[Exercise aim] Where does the string "linear" occur in the entries below? Copy every line where it does.

── Data to process

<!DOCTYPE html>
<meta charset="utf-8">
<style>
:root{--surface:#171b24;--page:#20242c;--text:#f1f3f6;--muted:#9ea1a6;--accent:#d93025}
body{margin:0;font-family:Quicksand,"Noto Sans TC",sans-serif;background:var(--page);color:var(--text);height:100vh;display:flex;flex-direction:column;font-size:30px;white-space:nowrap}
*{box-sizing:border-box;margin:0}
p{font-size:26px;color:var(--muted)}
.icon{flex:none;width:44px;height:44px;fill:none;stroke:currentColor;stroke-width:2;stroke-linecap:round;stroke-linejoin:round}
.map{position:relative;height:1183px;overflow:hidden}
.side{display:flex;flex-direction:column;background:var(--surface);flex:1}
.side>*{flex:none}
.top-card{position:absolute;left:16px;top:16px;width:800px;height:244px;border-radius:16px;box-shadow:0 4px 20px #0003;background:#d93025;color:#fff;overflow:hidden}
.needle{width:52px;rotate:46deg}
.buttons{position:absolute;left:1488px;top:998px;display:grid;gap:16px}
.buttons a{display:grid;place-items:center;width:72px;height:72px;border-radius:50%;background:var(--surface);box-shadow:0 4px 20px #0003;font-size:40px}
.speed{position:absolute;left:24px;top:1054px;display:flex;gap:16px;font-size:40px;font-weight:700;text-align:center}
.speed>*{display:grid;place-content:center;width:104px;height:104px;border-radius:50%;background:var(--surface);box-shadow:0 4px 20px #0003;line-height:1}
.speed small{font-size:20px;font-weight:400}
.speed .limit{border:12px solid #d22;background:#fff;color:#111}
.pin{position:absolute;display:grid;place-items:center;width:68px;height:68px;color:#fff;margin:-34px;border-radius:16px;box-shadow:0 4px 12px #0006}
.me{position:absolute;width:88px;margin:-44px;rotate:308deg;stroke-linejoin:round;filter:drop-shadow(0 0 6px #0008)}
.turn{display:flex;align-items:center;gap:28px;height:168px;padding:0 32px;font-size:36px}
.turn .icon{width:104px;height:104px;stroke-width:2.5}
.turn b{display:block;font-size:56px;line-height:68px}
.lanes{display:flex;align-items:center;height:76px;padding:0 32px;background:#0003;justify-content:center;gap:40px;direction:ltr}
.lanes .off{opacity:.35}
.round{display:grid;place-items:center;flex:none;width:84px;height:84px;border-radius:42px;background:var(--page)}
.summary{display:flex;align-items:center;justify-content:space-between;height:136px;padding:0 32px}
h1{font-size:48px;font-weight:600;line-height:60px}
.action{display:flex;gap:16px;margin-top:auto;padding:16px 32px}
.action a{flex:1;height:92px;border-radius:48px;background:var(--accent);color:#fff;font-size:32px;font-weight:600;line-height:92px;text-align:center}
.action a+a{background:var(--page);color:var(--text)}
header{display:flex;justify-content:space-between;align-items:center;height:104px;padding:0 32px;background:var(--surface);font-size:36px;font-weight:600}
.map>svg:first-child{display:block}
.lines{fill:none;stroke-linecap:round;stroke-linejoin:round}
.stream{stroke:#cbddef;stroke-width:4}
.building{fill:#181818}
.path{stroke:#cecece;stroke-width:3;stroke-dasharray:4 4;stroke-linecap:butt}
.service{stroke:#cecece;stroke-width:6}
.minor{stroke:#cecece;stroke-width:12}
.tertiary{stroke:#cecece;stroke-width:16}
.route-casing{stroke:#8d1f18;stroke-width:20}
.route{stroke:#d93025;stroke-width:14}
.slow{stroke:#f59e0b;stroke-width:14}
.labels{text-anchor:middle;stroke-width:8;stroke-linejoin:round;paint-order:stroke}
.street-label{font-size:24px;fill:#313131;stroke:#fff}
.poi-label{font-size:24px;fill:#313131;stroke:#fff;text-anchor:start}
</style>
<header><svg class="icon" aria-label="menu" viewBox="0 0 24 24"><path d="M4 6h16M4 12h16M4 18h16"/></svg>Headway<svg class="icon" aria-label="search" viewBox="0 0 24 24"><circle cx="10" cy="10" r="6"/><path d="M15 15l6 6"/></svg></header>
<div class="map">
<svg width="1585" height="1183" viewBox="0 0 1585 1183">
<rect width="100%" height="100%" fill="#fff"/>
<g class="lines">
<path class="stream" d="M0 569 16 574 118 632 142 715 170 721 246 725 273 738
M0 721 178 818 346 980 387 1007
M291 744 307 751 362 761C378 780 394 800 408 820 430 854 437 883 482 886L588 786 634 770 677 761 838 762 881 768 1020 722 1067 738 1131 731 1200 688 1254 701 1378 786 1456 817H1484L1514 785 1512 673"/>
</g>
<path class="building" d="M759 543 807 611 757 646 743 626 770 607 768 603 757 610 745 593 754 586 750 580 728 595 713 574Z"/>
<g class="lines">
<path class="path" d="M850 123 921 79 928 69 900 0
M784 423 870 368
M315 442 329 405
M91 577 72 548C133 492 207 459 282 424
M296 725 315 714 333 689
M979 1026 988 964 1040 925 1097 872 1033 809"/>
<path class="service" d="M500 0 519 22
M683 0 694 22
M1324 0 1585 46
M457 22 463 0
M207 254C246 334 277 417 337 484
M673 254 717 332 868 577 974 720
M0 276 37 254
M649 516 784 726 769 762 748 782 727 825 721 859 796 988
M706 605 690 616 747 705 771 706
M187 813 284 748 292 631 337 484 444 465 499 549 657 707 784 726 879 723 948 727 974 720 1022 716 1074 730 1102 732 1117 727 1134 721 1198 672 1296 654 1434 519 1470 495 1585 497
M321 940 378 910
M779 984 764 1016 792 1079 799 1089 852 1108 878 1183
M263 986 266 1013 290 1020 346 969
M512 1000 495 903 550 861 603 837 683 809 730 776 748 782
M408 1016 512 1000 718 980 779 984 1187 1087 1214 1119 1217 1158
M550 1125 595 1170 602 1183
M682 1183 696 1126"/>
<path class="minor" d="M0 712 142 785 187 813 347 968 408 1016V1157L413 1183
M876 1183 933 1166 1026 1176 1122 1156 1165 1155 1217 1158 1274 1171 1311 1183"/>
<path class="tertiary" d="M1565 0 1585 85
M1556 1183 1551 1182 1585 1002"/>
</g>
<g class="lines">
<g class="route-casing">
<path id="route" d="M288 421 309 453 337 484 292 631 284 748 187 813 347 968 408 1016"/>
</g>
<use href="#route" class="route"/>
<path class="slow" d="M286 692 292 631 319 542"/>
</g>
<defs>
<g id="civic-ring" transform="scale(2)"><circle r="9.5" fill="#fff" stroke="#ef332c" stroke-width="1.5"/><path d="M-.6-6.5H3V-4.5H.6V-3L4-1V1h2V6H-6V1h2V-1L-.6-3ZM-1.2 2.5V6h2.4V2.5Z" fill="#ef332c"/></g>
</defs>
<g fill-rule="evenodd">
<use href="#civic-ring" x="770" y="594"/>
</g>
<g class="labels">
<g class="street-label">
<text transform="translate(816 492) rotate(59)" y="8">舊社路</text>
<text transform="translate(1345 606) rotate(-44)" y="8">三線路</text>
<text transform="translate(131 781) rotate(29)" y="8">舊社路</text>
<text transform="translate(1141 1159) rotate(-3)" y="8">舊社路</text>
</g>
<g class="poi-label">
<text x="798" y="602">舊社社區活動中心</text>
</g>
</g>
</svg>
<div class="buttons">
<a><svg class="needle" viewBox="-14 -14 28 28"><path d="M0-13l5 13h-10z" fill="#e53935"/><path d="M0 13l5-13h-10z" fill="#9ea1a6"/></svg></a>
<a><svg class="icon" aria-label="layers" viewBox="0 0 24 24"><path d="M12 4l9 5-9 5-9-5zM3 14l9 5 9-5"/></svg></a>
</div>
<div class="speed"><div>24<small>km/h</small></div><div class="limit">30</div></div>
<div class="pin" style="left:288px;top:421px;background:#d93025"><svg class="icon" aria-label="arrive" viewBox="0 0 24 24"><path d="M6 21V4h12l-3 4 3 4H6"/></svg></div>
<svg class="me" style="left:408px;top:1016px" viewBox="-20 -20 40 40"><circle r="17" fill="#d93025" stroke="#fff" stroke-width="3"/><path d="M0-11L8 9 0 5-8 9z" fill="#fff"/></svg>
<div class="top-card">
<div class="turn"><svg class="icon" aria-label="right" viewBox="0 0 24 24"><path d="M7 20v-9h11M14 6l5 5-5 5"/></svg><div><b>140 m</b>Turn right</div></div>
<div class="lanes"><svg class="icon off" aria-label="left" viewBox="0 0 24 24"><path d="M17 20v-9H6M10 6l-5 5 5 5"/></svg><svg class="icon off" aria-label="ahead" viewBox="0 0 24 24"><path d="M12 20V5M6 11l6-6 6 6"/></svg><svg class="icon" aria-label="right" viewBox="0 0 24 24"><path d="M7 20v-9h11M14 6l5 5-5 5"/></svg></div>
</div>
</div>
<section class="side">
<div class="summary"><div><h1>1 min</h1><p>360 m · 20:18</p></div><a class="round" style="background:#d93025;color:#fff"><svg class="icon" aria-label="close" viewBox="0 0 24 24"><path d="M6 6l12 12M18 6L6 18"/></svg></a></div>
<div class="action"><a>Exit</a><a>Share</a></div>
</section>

────
── Data to process

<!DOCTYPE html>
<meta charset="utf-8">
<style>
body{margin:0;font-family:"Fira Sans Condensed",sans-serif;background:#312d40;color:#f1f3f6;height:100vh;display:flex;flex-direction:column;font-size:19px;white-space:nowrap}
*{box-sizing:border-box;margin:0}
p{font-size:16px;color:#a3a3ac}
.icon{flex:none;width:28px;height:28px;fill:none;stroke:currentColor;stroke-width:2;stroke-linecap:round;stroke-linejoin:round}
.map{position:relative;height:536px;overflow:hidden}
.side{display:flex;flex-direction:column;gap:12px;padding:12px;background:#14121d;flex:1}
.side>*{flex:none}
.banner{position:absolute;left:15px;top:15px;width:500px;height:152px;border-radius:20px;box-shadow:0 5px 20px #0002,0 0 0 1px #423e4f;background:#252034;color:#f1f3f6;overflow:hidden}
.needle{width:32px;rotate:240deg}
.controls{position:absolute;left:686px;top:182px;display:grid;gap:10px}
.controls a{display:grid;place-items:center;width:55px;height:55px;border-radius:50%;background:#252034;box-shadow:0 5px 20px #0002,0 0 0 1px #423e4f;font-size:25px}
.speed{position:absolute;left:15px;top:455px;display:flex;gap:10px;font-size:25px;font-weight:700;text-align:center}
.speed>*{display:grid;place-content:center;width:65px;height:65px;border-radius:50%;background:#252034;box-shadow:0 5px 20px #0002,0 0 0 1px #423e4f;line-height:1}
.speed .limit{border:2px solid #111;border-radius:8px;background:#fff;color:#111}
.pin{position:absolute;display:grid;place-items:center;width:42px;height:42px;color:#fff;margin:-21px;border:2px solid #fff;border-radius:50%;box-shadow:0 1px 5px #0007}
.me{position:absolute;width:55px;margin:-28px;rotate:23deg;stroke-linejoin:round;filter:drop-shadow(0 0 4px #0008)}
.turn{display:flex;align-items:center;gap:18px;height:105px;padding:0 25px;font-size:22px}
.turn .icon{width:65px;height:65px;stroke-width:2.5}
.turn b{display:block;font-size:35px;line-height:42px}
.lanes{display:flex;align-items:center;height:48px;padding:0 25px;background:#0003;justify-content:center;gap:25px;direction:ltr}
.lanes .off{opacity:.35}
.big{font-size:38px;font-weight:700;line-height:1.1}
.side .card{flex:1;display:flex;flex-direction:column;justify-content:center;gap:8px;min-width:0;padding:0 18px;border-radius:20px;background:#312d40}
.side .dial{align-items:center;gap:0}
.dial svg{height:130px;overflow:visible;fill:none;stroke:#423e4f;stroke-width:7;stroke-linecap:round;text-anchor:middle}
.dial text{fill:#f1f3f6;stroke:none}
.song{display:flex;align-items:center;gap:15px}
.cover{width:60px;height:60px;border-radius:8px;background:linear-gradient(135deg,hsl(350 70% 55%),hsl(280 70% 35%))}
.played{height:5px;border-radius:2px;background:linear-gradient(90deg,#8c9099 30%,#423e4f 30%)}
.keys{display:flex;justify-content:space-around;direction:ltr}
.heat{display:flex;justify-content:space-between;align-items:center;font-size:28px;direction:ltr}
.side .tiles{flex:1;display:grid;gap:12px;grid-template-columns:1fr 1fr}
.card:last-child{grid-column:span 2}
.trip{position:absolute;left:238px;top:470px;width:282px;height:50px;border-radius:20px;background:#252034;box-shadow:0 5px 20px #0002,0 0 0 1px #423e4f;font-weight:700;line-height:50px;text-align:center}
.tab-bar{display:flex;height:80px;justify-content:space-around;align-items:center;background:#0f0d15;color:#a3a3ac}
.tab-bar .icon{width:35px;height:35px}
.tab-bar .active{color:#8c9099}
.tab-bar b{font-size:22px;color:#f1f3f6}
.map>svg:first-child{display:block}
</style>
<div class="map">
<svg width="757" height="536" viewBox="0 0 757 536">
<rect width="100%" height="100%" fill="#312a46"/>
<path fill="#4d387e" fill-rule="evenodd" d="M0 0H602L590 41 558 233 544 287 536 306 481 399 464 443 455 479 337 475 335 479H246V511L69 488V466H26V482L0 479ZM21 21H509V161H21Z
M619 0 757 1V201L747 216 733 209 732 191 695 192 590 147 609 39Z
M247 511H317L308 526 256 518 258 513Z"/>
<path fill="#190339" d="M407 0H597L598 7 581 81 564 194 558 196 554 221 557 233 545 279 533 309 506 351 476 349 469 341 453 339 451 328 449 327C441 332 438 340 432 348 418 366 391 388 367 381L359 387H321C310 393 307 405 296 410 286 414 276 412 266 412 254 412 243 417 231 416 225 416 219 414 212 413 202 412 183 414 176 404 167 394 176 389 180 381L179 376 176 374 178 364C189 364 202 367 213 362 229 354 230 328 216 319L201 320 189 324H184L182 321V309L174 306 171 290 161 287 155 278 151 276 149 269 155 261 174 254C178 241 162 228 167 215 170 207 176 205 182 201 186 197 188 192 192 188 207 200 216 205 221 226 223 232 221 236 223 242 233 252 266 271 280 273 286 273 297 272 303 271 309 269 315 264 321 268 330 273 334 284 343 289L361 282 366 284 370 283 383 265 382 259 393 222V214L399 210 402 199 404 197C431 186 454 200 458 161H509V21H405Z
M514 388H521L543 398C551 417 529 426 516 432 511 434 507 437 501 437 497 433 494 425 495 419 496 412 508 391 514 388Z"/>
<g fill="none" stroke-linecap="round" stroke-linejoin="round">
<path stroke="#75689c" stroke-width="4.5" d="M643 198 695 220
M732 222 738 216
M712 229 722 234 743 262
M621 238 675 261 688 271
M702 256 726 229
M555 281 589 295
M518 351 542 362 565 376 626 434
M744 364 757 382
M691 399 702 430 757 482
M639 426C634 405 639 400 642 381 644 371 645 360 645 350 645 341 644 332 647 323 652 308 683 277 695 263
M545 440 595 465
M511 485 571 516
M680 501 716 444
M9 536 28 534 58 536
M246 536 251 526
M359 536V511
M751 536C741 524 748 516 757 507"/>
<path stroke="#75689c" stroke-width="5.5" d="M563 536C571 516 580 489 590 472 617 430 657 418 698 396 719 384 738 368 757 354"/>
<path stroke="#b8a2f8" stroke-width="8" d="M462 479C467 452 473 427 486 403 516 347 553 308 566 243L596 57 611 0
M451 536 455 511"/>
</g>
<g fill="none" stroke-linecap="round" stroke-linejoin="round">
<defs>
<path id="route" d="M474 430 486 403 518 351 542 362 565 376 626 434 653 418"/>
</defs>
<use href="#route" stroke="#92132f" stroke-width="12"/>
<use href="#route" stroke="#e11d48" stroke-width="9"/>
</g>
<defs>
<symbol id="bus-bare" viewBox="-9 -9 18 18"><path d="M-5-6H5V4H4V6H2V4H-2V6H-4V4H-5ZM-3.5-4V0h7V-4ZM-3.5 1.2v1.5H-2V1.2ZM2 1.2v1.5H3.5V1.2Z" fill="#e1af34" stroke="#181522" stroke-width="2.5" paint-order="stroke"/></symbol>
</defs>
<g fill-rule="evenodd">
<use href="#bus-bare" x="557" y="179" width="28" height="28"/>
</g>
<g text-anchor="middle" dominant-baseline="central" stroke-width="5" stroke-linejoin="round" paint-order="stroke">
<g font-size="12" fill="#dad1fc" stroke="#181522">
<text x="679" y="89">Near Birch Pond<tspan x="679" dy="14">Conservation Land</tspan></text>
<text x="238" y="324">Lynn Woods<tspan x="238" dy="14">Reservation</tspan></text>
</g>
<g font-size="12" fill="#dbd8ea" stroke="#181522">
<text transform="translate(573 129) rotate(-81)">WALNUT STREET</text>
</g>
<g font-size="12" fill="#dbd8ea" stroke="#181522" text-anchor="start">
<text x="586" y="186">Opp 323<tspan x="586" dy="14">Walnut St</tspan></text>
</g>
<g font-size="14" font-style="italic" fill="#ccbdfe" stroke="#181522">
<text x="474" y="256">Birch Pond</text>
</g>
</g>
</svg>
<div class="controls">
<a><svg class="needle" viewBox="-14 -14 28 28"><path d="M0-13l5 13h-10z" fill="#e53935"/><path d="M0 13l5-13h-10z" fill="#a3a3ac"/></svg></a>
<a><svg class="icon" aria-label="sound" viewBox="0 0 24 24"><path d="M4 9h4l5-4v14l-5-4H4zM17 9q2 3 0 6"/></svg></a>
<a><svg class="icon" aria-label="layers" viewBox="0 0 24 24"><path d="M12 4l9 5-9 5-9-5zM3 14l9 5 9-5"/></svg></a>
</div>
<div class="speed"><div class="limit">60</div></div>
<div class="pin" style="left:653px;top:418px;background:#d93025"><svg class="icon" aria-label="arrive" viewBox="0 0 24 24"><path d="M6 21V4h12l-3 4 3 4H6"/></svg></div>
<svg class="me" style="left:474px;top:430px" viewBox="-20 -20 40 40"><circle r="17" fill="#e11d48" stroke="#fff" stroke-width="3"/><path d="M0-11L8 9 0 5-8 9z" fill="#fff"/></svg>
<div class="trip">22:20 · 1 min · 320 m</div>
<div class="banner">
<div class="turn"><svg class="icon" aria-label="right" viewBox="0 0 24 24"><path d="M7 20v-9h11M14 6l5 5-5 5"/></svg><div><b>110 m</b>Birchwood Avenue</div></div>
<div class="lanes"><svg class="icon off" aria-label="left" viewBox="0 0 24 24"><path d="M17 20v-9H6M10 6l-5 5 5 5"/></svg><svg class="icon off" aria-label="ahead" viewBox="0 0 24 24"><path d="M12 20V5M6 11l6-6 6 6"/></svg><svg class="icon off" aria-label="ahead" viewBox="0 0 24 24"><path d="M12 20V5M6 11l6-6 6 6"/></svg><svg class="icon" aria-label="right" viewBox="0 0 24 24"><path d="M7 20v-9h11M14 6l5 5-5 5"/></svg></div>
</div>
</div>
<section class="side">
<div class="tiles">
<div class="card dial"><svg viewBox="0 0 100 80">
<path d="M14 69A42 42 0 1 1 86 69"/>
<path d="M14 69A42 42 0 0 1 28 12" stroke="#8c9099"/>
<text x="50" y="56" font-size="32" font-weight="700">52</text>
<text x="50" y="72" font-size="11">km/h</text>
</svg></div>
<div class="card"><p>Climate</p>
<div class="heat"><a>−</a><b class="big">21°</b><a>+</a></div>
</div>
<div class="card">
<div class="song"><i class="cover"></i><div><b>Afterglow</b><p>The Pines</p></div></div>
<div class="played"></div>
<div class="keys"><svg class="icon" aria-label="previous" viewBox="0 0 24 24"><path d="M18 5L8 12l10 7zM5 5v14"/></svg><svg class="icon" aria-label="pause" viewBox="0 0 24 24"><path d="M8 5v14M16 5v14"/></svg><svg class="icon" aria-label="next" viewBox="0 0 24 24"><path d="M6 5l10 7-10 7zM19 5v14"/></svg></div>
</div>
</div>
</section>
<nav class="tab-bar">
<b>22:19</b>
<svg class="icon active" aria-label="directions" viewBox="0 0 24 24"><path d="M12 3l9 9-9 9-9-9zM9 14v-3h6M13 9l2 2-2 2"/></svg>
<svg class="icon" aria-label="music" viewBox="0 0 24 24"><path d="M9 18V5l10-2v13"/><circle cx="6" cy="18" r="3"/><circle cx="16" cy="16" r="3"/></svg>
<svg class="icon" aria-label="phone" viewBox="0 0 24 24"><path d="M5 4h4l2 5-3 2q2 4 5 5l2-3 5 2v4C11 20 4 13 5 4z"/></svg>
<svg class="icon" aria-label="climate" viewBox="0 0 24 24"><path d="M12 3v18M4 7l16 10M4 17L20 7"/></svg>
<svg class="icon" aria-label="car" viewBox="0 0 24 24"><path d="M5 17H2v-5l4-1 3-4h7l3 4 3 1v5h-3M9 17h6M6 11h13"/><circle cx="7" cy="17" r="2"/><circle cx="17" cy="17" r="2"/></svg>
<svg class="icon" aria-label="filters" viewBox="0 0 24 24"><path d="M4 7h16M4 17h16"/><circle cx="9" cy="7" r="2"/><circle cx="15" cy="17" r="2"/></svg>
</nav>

────

[Result for this exercise]
.cover{width:60px;height:60px;border-radius:8px;background:linear-gradient(135deg,hsl(350 70% 55%),hsl(280 70% 35%))}
.played{height:5px;border-radius:2px;background:linear-gradient(90deg,#8c9099 30%,#423e4f 30%)}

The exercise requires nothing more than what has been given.